Мелодия стихла, зрители зааплодировали и потянулись к столу. Понравившийся танцор подошел познакомиться:
– Я преподаю здесь. Вам понравилось? Спасибо. Хорошо, что зашли. Как раз сегодня нашему клубу исполнился год. Милости просим.
Среди людей, собравшихся вокруг стола, оказалось немало знакомых, многие уже прозанимались год и с энтузиазмом приглашали присоединиться.
Как когда-то с теннисом, а позже с горными лыжами, увлечение танго оказалось внезапным и всепоглощающим. Подкупала, прежде всего, сентиментальность и прямота довоенного аргентинского танго, сплетение необычных шагов и дворовая лирика этих простых и наивных песен. Но стоило начать заниматься, как оказалось, что он не умеет ходить, держать равновесие, ровно стоять, слушать музыку, держать партнёршу перед собой. Никогда до этого он не чувствовал себя таким вопиюще неловким, таким чужим и неуклюжим гостем в собственном теле. Это расстраивало, сковывало, мешало освоить даже самую простую фигуру. Уроки превращались в источник постоянного недовольства собой – с облегчением и радостью, когда хоть что-то получалось. Вытанцовывать фигуры было интереснее, чем работать над техникой, однако желание осваивать танго не отпускало, и на практиках он с азартом претворял в жизнь разученные в классе или подсмотренные в интернете фигуры, отчасти махнув рукой на четкость движений. В партнершах, готовых принять его со всеми несовершенствами, недостатка не было – одинокие не слишком молодые женщины редко пропускали занятия, на практиках терпеливо ждали, когда их пригласят, и допоздна теснились в углу в надежде потанцевать с инструктором.

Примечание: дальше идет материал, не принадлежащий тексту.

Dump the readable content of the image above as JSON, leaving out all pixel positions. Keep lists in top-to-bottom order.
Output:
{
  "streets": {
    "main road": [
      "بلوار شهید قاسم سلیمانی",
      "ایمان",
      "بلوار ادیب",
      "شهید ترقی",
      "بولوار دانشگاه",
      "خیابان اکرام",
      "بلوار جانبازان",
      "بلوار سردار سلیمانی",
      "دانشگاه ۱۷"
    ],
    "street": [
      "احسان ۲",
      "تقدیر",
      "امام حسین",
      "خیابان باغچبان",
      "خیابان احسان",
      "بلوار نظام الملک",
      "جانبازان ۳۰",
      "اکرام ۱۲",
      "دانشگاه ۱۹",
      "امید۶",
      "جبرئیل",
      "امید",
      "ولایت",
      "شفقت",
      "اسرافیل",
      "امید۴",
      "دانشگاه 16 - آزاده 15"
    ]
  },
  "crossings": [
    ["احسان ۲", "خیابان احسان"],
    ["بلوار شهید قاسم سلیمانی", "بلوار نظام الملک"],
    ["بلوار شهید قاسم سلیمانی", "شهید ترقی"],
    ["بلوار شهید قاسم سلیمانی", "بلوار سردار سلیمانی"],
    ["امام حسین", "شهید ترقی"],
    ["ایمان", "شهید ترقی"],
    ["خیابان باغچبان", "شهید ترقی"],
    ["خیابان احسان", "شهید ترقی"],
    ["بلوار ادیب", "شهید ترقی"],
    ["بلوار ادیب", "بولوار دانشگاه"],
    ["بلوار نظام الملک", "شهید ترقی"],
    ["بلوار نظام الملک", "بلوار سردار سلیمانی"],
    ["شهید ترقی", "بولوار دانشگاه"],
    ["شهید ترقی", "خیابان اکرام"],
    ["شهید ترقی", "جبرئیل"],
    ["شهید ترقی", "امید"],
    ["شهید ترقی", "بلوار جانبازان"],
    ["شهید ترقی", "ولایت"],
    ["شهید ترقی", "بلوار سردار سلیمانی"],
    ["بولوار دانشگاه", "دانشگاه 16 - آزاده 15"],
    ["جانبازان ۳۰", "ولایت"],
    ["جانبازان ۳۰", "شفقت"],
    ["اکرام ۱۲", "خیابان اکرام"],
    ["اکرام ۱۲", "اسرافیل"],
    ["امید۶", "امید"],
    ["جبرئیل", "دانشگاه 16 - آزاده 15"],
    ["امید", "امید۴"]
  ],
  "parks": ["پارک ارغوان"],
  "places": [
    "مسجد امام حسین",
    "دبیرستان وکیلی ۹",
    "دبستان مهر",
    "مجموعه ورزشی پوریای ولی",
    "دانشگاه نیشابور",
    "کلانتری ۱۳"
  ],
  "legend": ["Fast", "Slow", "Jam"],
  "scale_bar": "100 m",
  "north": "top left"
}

В московской командировке прерываться не хотелось – и он нашёл школу неподалеку от квартиры, по совпадению, тоже в Еврейском центре, договорился о частных уроках, а преподаватель в дополнение к частным отправила его посещать групповые занятия, чтобы оттачивать чуткость и технику с разными партнёршами. Вечерами в зале с резко спускающимися к окнам стрельчатыми потолками под крышей старинного здания можно было в неосторожном повороте разбить голову – но это не убавляло энтузиазма танцующих.